# What the task requires
Among the entries below, find the lines holding "labels" and copy them.

# Provided records

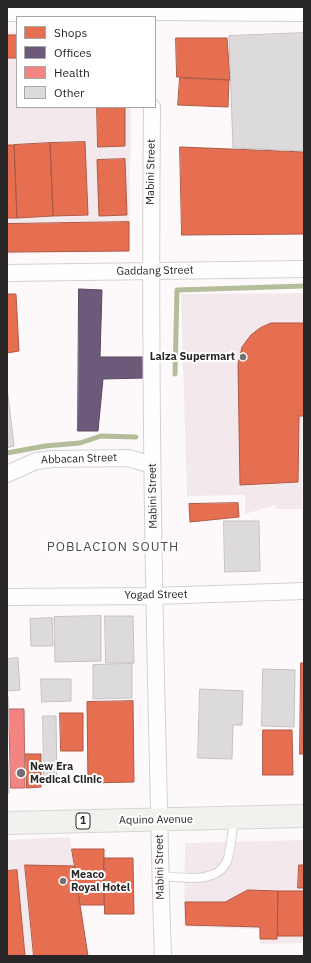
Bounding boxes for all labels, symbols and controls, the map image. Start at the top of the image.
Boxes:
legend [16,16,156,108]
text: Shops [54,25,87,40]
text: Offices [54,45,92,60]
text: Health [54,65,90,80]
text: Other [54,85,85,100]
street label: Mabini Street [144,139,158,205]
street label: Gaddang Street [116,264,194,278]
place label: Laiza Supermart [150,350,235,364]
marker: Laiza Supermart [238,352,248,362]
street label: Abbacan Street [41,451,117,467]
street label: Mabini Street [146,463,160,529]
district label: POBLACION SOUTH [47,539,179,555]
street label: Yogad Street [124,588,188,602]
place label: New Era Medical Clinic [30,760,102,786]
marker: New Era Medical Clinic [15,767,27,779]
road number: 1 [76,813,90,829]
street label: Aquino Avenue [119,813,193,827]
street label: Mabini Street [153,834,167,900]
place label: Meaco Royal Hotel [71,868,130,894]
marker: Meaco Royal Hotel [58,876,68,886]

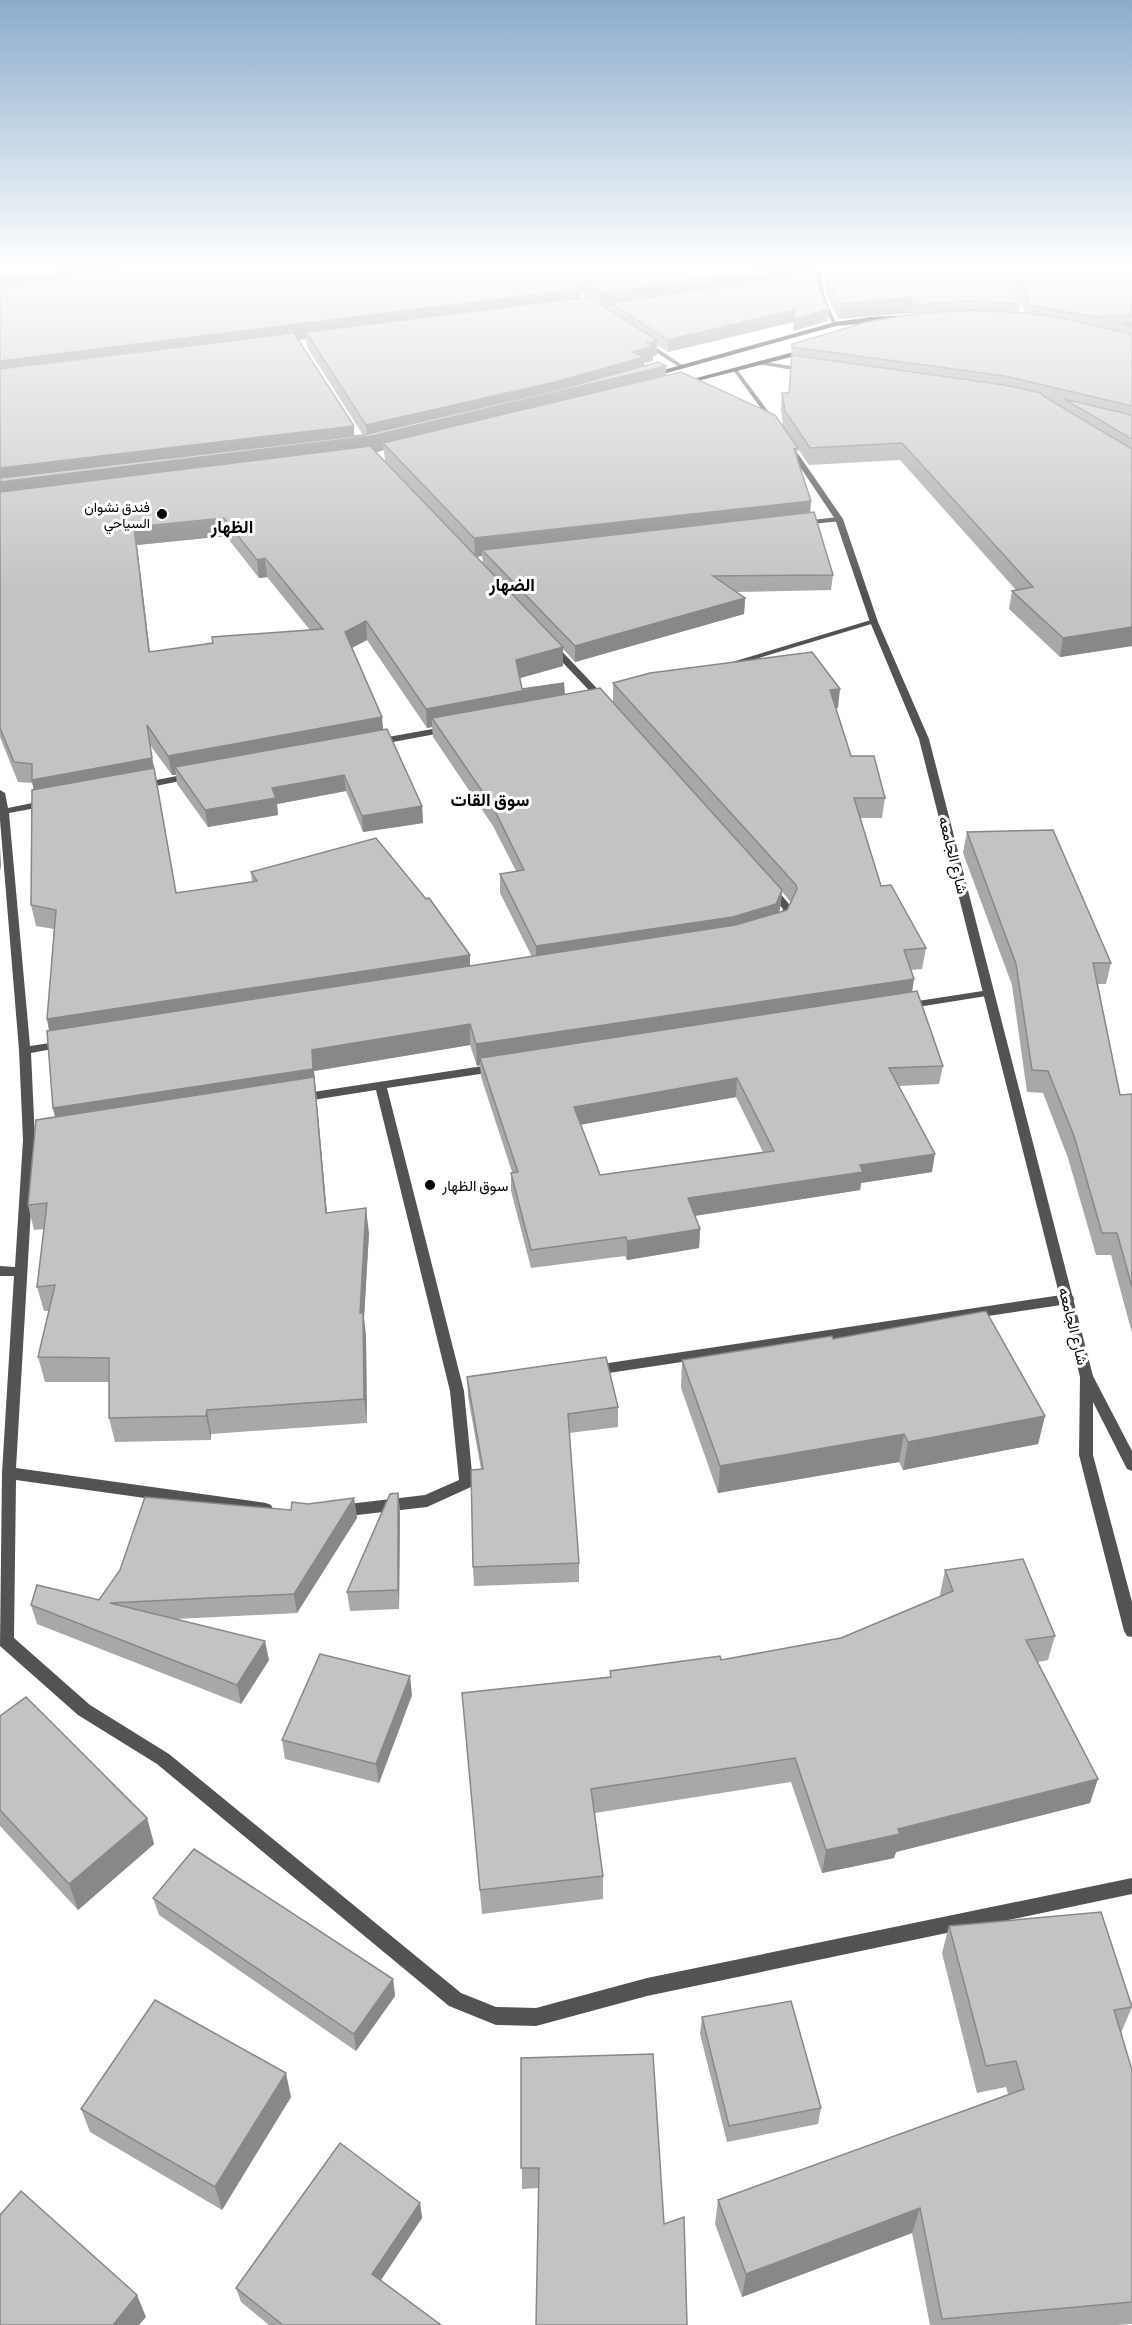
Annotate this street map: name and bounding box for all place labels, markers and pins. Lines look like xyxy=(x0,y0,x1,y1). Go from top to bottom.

# Worked solution
Bounding boxes for all labels, symbols and controls, the map image. Start at the top of the image.
Annotate this street map: name and bounding box for all place labels, markers and pins. Lines look like xyxy=(x0,y0,x1,y1). Go from top to bottom.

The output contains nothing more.